Ahsan Iqbal, the planning minister, who served in the same position when the power stations were commissioned, said that only China was willing to invest at the time, given the risk associated with Pakistan. He said that Islamabad assumed Pakistan would grow at 6%. Instead, the economy contracted last year, before growing at 2.4% this year, according to the International Monetary Fund.
“There was a new regime, and the economy collapsed,” said Iqbal.
At present, demand is only around 40% of the annual generation capacity, said Leghari, the energy minister. But Pakistan must pay for the full capacity, whether or not it is used. And that capacity is due to increase by another third in the next decade, as yet more power plants come online.
Those deals mean that in Pakistan, some of the world’s poorest people are being billed more than what households in far richer countries pay for the same amount of electricity.
Consuming 320 kilowatt-hours of electricity in a month in the eastern city of Lahore—enough to power a couple of fans, a handful of lights and a small fridge—costs a household $60, even at the discounted rate charged to low-volume consumers. Pakistan’s per capita income is $125 a month.
The unaffordable price of power is dramatically reducing demand, as a wave of homes and businesses turn to rooftop solar panels, rein in consumption, or just steal the power, pushing prices higher still for remaining paying consumers. In August, electricity demand was down 17% compared with the same month last year.
“We’ve never seen a utility death spiral before,” said Jenny Chase, a solar analyst at BloombergNEF, which researches renewable energy.
Pakistan is in arrears to Chinese companies with more than $1 billion worth of unpaid power bills, as well as some $15 billion in debt for the building of the Belt and Road power plants, with a further $9 billion for two Chinese-built nuclear plants. According to a tally by researchers at William & Mary, Pakistan has received $70 billion financing from China since 2000, making it the third biggest recipient.

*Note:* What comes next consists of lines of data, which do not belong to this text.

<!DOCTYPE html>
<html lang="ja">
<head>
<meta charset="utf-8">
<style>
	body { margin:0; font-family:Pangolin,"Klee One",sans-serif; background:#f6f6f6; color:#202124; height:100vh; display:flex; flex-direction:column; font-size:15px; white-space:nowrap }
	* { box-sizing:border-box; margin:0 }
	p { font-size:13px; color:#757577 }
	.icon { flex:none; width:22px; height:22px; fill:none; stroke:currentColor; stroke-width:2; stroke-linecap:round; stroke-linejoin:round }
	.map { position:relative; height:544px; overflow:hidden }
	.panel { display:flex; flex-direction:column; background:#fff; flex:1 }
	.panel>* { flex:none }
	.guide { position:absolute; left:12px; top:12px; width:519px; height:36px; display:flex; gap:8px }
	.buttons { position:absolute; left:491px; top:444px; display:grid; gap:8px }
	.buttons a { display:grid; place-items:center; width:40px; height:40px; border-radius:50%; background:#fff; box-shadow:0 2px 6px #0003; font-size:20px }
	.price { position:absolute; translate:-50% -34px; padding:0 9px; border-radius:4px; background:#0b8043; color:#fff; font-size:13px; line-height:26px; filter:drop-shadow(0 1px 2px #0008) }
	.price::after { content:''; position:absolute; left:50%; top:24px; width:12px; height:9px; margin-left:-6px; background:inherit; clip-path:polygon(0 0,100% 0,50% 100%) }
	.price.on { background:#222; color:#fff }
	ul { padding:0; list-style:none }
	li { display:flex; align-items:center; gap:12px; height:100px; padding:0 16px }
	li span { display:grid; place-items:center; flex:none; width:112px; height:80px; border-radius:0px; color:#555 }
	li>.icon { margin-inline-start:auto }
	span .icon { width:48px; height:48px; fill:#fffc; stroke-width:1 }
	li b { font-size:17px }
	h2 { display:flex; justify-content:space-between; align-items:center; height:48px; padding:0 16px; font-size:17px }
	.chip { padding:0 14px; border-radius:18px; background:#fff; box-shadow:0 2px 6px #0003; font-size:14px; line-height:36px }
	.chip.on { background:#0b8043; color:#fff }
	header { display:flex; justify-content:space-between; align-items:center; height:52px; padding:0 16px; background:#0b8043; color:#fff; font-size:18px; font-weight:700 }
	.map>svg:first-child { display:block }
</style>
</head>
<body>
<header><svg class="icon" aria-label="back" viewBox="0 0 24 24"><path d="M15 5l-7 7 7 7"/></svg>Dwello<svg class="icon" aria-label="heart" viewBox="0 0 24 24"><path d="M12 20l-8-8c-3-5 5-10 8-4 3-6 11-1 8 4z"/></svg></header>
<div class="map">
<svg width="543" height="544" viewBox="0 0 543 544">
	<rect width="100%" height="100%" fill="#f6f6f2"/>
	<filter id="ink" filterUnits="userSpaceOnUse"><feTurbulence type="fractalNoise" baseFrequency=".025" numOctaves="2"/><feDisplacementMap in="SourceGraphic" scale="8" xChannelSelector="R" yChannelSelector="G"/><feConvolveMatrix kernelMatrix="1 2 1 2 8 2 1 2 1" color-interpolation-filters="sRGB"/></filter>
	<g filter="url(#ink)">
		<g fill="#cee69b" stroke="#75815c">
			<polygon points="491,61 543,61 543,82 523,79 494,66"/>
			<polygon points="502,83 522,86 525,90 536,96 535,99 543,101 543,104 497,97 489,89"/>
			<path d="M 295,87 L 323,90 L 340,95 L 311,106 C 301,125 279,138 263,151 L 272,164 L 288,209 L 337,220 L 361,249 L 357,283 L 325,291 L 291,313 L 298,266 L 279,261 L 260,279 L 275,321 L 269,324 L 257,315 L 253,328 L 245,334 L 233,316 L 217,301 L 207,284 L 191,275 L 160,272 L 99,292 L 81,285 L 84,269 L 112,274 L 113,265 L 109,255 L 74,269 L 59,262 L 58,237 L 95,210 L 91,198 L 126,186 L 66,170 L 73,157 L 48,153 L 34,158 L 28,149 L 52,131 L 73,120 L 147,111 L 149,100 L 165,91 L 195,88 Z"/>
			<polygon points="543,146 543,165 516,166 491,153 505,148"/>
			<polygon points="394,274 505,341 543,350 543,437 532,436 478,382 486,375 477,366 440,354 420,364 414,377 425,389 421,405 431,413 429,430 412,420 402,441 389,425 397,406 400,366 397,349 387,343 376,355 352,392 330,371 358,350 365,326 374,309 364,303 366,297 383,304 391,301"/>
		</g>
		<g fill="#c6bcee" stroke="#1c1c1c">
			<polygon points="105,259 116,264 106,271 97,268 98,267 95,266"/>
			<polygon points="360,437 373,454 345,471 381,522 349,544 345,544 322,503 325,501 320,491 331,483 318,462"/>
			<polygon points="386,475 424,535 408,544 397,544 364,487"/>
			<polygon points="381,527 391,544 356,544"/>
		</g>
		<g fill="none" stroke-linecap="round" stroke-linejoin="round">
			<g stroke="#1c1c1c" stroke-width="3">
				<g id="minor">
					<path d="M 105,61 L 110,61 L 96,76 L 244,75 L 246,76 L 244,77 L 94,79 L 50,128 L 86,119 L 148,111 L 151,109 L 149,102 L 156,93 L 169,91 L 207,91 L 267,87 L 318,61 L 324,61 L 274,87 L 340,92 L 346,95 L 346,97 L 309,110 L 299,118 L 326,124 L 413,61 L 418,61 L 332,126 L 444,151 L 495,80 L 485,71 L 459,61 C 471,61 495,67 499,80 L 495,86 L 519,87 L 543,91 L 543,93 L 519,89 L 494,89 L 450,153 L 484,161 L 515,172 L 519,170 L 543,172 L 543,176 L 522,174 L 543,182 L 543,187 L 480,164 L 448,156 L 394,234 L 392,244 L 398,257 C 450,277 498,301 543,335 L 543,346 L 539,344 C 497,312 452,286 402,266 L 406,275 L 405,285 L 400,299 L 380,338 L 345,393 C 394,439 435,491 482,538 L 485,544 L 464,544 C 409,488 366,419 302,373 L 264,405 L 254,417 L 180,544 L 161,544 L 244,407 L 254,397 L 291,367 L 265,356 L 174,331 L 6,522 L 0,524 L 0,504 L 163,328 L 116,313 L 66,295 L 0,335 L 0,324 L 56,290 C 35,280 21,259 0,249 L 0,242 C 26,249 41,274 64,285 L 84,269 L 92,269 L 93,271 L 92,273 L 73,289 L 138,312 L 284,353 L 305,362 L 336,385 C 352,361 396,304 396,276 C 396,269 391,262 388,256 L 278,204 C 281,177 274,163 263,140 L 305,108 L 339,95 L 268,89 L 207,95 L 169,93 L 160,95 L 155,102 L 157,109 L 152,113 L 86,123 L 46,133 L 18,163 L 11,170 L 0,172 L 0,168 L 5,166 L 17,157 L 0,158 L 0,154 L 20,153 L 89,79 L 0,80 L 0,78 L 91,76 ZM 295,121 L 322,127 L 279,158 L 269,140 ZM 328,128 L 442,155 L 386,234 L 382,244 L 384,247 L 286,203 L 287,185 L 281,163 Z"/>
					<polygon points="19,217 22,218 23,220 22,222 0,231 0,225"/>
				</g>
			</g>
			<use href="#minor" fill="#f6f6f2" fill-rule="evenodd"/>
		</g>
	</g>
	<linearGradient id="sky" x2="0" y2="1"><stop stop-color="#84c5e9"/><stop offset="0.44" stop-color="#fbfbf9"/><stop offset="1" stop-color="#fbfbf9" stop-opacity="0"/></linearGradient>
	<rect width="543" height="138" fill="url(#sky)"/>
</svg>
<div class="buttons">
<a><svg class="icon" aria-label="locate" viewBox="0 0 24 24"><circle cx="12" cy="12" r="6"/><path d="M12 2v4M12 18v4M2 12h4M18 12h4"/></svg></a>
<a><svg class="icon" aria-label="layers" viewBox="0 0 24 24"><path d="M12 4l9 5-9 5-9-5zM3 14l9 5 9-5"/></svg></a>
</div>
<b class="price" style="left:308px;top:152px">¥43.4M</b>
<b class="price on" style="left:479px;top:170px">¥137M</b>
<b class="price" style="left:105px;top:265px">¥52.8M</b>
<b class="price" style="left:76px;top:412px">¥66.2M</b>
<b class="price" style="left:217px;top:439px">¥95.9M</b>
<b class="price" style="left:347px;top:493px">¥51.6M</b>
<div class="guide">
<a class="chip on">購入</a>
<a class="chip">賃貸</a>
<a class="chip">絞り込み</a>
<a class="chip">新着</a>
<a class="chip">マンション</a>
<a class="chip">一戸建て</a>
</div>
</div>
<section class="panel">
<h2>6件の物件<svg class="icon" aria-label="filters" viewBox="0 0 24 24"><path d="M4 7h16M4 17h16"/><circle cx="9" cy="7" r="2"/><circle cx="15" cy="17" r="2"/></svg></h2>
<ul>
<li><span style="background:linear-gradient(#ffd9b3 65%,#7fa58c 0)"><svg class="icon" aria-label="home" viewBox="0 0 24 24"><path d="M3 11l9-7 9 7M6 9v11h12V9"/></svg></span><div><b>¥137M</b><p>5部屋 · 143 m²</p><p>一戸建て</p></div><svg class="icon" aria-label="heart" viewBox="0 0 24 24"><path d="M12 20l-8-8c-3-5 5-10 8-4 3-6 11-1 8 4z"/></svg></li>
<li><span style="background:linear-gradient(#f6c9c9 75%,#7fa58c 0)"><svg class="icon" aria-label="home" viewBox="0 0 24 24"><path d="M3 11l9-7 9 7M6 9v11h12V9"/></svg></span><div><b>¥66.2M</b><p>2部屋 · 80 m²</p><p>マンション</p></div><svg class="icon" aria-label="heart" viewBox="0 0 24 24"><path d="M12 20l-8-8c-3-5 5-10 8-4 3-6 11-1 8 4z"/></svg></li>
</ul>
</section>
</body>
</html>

Islamabad is now urgently seeking to renegotiate the terms of long-term contracts it drew up with both private domestic operators and the Chinese power plants. The aim is to cut bills by up to a fifth.
But providing debt relief in Pakistan could lead other nations that owe Beijing to seek similar concessions.
China’s Foreign Ministry said that its power infrastructure in Pakistan “adheres to the principle of extensive consultation, joint contribution and shared benefits, and follows market laws and business rules.”
With Pakistan dependent on bailouts from the IMF, Islamabad finds itself caught between the U.S., which wants to ensure that the Washington-based lender’s loans aren’t being used to pay off Beijing, and China, which fears that the global financial architecture is being turned against it. The most recent IMF bailouts have required hefty increases in electricity rates, leading tariffs to triple or even quadruple for many users compared with six years ago.
Islamabad has proposed a three-year moratorium on debt payments to China, followed by a five-year extension to loans’ maturity. Pakistan is also asking China to convert two big power plants it built from running on imported coal to the lower-quality and cheaper domestic coal. China hasn’t responded publicly to the proposals.
Pakistani officials say the talks have been delayed by continued attacks on Chinese personnel in the country. Islamic jihadists and separatists in Pakistan have attacked Chinese workers whom they see as closely allied to the Islamabad government.
Five Chinese construction workers at a hydropower project were killed in a bombing in March, and a suicide bombing killed two Chinese men employed at a power plant in Karachi in October. Beijing is now pushing to have its own security personnel on the ground in Pakistan.
In unusual language for a Chinese diplomat speaking about an ally, Jiang Zaidong, the ambassador in Islamabad, in October called the attacks “unacceptable.”
“Without a safe and sound environment, nothing can be achieved,” Jiang said.